The goals / steps of this project are the following:
- Perform a Histogram of Oriented Gradients (HOG) feature extraction on a labeled training set of images and train a classifier Linear SVM classifier
- Optionally, you can also apply a color transform and append binned color features, as well as histograms of color, to your HOG feature vector.
- Note: for those first two steps don't forget to normalize your features and randomize a selection for training and testing.
- Implement a sliding-window technique and use your trained classifier to search for vehicles in images.
- Run your pipeline on a video stream (start with the test_video.mp4 and later implement on full project_video.mp4) and create a heat map of recurring detections frame by frame to reject outliers and follow detected vehicles.
- Estimate a bounding box for vehicles detected.
Rubric Points
Here I will consider the rubric points individually and describe how I addressed each point in my implementation.
The extraction HOG features from the training images are in the get_hog_features() function in the P5.ipynb notebook. The extract_features() function is used to call get_hog_features().

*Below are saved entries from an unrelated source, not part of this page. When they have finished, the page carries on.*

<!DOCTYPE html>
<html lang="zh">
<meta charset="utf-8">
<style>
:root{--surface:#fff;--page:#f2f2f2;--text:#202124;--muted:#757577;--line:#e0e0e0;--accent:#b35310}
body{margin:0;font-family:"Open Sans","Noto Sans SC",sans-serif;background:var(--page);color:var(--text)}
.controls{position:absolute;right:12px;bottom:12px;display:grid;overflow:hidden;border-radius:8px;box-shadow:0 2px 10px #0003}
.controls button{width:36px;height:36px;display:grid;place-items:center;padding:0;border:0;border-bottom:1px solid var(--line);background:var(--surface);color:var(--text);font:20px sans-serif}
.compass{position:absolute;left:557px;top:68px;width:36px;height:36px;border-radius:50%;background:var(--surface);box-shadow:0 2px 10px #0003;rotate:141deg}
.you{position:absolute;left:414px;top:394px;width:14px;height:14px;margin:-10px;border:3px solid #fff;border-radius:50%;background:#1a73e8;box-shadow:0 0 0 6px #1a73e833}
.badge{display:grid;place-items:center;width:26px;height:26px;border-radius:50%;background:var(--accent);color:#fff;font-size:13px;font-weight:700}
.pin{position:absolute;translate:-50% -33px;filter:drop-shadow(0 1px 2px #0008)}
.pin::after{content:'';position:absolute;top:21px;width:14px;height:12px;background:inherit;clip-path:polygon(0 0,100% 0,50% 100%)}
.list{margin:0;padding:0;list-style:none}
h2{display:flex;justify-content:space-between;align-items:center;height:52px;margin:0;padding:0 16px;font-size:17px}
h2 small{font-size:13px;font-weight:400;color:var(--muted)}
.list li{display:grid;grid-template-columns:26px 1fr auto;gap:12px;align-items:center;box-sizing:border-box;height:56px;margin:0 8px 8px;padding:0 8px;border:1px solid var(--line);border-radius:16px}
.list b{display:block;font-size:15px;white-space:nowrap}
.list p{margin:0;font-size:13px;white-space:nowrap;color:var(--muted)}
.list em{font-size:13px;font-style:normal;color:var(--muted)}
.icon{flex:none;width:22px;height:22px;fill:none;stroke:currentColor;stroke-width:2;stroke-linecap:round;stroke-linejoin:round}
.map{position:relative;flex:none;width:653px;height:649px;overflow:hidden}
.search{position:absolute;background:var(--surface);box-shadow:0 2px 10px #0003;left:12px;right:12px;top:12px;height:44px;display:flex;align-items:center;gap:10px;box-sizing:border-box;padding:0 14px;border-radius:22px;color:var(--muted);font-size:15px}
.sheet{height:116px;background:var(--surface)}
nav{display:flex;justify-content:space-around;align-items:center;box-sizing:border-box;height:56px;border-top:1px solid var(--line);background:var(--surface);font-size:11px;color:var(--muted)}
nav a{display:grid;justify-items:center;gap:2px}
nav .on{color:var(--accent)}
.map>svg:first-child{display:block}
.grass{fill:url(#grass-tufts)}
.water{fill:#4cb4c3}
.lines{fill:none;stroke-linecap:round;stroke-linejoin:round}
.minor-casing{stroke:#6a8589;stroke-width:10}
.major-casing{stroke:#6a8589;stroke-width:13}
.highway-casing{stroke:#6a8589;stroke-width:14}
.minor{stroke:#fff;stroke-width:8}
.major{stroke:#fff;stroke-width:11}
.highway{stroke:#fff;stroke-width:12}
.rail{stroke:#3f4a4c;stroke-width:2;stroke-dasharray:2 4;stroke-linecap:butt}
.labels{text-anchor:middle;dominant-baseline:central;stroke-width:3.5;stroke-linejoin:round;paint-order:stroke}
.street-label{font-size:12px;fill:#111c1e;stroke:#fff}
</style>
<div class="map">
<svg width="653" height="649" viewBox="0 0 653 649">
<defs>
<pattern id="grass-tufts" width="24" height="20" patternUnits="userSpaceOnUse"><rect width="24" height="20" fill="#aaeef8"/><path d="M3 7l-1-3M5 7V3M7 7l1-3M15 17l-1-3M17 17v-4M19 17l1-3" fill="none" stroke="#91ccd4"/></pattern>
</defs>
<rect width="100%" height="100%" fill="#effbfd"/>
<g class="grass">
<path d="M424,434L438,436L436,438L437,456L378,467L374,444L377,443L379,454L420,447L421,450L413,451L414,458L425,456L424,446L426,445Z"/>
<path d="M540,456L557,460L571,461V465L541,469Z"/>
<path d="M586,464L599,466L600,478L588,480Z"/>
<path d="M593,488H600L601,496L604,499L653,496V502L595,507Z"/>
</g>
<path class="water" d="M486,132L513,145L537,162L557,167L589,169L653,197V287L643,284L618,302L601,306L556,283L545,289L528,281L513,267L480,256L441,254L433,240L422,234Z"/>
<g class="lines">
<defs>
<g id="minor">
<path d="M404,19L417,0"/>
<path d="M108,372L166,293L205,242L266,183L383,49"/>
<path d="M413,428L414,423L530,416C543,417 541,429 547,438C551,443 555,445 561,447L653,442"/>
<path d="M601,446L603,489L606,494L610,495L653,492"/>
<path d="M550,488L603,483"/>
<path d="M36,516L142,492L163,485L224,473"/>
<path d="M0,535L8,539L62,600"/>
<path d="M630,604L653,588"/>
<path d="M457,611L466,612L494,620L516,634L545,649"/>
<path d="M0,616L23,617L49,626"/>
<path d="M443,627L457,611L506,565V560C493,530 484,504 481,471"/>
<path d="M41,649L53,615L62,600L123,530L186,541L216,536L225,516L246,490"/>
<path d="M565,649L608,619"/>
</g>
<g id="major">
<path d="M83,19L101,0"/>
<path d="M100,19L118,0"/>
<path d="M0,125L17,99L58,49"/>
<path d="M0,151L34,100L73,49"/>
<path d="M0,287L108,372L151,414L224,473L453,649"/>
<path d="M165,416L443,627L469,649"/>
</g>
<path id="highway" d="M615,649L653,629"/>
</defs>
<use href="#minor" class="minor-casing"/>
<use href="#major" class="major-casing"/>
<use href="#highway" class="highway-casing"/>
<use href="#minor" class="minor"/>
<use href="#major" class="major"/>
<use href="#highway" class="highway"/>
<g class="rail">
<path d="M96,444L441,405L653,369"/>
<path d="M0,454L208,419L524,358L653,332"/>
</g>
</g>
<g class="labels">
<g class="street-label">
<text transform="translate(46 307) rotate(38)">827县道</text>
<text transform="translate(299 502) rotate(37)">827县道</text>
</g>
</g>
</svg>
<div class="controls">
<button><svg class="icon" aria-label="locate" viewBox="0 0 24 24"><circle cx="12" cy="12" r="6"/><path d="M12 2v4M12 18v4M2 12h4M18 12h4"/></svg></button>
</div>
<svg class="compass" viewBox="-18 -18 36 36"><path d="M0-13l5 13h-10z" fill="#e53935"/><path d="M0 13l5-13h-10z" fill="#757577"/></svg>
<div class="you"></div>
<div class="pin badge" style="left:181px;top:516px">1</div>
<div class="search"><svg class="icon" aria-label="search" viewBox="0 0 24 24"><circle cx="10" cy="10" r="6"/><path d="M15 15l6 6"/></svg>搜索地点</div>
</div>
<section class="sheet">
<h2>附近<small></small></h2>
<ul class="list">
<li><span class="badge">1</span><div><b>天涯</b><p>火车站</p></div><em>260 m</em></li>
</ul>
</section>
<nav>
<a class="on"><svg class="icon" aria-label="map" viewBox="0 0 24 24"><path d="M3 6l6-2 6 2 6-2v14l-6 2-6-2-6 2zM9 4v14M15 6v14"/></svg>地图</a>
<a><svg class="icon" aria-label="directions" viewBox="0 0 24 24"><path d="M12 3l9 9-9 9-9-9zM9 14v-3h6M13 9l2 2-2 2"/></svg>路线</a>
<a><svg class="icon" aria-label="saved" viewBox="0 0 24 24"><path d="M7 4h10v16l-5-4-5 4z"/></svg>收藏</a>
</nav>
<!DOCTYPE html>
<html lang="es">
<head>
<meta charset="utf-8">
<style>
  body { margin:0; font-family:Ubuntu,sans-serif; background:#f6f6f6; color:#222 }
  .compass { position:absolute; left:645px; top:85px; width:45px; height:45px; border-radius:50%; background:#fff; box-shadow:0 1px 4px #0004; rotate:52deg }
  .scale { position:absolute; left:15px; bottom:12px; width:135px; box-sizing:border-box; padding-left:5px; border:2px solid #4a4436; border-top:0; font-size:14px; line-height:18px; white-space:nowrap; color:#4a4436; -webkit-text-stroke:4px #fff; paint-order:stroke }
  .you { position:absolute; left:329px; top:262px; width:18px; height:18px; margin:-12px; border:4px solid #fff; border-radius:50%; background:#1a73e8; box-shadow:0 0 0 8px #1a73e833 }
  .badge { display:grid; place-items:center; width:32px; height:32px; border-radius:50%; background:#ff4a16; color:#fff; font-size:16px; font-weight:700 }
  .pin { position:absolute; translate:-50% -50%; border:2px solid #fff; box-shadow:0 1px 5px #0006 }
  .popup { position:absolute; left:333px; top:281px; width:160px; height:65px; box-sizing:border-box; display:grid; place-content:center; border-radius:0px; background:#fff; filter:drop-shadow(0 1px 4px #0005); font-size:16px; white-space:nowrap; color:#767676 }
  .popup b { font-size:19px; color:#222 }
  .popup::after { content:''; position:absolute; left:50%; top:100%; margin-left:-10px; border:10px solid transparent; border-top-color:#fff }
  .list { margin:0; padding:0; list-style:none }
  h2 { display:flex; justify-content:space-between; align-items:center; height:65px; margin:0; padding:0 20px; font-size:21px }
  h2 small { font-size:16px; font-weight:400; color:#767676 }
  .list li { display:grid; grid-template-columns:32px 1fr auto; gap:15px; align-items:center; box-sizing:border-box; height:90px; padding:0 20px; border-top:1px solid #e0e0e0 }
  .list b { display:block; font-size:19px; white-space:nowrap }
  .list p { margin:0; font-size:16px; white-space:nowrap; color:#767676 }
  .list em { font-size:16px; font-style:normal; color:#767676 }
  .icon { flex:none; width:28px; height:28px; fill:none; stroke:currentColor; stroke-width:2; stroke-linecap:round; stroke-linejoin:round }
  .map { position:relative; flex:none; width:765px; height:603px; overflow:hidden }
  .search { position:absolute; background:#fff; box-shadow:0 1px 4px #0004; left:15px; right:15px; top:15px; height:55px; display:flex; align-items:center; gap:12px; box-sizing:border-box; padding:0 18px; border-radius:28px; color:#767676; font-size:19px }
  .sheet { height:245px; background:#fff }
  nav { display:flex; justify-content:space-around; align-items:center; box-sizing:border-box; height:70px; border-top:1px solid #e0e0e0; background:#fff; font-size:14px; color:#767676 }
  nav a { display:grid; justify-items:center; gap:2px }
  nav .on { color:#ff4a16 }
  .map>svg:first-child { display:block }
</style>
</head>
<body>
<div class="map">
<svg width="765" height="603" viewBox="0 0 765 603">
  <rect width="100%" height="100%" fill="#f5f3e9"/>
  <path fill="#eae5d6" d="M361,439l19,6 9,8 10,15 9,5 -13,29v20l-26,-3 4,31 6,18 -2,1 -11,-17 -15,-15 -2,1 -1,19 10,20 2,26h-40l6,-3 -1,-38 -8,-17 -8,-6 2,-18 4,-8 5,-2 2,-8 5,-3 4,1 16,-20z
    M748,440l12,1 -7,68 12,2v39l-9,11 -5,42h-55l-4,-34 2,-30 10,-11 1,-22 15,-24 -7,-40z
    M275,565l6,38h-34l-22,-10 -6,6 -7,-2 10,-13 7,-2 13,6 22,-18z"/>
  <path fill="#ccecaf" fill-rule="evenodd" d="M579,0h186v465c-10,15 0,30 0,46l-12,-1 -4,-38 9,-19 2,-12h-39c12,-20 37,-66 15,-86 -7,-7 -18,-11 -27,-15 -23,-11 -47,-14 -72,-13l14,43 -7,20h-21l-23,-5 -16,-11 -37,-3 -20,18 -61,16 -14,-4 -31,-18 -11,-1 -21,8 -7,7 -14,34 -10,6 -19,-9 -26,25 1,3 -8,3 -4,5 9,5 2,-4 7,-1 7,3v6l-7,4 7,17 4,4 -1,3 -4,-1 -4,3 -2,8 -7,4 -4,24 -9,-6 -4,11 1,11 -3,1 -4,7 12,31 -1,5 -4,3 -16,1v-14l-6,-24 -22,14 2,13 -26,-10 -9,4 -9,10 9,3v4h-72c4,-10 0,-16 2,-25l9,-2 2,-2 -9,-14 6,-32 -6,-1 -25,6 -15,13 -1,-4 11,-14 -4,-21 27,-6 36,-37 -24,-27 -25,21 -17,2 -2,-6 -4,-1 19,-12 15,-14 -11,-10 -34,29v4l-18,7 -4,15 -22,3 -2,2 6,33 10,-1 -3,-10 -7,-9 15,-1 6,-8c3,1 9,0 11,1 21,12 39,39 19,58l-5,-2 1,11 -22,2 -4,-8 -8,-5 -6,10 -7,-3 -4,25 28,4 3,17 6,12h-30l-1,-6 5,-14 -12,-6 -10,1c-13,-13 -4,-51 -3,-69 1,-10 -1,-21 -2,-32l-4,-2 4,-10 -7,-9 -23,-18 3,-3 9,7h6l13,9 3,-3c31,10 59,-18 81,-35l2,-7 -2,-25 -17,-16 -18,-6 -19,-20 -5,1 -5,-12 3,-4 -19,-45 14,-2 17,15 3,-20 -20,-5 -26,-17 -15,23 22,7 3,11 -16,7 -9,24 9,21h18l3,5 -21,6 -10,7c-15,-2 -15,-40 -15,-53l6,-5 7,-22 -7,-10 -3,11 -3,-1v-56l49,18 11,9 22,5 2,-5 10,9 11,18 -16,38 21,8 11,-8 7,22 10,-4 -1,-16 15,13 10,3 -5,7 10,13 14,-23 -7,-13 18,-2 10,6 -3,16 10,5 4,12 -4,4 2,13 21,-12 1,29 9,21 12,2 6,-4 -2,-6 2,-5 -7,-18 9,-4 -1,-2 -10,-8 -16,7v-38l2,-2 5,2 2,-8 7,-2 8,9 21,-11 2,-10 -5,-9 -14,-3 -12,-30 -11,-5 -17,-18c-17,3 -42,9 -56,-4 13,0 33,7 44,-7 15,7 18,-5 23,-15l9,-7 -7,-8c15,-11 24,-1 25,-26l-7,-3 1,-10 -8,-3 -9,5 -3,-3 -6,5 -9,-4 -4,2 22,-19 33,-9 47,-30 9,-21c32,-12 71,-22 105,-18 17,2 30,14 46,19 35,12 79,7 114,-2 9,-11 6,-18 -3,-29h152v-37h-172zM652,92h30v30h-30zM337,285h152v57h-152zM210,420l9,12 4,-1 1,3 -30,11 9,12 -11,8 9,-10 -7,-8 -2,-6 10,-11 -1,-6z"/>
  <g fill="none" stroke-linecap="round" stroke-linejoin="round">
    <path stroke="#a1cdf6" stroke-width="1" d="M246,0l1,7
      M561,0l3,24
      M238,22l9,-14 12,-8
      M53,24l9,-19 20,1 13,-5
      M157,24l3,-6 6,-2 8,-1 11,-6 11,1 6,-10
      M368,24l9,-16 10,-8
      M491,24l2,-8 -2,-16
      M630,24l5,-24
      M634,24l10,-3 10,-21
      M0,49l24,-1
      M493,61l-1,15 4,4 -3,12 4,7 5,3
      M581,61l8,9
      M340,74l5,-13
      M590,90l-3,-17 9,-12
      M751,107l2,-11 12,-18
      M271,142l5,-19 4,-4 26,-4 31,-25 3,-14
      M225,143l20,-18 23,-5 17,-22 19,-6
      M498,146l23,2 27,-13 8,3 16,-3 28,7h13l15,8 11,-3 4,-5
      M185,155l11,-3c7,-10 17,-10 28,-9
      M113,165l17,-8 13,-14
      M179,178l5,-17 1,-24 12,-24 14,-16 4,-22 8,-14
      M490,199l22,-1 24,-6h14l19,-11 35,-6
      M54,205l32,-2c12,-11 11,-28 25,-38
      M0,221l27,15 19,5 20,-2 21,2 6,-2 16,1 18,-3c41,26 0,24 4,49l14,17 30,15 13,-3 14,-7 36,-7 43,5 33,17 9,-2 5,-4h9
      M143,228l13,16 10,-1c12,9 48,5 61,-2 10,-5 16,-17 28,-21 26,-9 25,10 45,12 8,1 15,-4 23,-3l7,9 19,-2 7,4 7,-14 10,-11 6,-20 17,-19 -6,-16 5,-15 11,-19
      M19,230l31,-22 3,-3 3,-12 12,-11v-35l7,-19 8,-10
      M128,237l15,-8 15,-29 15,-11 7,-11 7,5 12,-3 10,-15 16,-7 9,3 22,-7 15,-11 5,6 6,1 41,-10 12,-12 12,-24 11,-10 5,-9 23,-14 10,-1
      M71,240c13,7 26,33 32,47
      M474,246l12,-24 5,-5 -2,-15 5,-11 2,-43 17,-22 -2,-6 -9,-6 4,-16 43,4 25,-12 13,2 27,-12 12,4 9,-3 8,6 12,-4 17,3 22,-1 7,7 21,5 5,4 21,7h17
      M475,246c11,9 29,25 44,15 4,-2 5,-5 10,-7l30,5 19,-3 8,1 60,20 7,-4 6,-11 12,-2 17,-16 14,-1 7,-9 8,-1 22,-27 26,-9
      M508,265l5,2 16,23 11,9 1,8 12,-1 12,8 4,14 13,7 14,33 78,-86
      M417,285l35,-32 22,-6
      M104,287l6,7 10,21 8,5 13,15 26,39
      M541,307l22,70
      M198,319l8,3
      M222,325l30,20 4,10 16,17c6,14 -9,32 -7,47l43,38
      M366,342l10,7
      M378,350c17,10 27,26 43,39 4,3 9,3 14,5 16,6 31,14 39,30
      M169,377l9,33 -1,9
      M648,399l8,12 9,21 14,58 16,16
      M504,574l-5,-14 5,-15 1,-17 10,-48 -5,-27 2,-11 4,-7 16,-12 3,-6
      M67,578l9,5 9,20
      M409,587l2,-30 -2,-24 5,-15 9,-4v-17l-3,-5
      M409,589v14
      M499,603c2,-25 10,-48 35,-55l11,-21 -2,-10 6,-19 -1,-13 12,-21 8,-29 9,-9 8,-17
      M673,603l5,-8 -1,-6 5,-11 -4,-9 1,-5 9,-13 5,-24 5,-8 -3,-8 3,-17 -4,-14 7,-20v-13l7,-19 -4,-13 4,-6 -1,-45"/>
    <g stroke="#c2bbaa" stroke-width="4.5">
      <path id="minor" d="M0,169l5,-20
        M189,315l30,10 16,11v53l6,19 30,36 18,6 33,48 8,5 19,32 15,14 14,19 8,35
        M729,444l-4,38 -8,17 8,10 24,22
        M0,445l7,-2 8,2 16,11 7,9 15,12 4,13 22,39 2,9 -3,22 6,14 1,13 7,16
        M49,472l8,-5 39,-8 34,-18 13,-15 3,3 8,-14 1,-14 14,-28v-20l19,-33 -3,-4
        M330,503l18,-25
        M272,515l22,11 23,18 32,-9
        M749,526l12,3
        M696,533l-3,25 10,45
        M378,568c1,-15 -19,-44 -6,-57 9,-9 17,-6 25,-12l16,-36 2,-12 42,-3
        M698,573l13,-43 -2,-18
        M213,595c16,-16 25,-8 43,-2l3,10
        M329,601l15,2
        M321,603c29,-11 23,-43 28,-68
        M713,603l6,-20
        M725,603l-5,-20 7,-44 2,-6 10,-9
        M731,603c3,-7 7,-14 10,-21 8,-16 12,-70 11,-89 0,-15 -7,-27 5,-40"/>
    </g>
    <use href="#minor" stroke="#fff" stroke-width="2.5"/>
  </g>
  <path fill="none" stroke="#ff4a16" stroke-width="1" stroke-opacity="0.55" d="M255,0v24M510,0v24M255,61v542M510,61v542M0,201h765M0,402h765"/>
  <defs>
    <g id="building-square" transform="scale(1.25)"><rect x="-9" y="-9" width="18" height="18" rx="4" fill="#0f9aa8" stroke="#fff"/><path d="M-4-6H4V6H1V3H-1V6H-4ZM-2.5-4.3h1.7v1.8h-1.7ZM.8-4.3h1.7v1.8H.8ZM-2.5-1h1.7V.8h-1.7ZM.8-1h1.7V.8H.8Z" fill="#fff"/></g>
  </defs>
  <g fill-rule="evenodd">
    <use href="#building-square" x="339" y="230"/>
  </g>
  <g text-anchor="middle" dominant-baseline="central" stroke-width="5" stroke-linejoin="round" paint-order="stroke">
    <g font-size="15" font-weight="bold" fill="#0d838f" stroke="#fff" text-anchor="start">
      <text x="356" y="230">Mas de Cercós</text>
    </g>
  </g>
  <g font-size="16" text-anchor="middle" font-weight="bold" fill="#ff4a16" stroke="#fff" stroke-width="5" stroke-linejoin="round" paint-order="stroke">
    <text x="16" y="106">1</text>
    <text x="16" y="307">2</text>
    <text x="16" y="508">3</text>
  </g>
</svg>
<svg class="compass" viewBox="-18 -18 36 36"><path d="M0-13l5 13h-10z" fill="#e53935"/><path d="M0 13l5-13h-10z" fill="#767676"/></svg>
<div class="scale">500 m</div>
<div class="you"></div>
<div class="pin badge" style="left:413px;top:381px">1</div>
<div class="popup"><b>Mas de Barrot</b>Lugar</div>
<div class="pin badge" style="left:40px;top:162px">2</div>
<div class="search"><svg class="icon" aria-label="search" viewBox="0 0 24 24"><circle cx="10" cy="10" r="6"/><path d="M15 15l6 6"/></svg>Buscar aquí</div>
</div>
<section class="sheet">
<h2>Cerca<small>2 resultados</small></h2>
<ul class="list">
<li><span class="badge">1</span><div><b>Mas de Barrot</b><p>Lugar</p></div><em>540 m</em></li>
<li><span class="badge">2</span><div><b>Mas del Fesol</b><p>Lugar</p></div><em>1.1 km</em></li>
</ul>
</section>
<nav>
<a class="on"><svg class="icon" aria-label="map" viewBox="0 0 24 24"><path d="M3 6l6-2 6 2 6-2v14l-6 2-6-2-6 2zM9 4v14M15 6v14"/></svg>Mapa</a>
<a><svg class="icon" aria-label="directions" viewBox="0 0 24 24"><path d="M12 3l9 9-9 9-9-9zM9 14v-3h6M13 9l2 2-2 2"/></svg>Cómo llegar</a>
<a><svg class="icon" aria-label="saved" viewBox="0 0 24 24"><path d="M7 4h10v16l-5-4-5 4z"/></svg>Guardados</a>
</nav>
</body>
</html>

The training data is separated into car and non-car examples. I started by reading in all the vehicle
and non-vehicle
images. The vehicle examples were derived from the GTI vehicle image database and the KITTI vision benchmark suite. These were packaged and provided by Udacity. There were a total of 8792 vehicle examples and 8968 non-vehicle examples in the dataset, but only 8500 examples of each are actually used for a even test set. Each example is a color image with a resolution of 64x64 pixels. Here are examples of the vehicle
and non-vehicle
classes:
I looked into various color spaces and found that YCrCb was good for the extraction of the HOG parameters. This was done in the get_hog_features() function using the skimage.feature.hog() API.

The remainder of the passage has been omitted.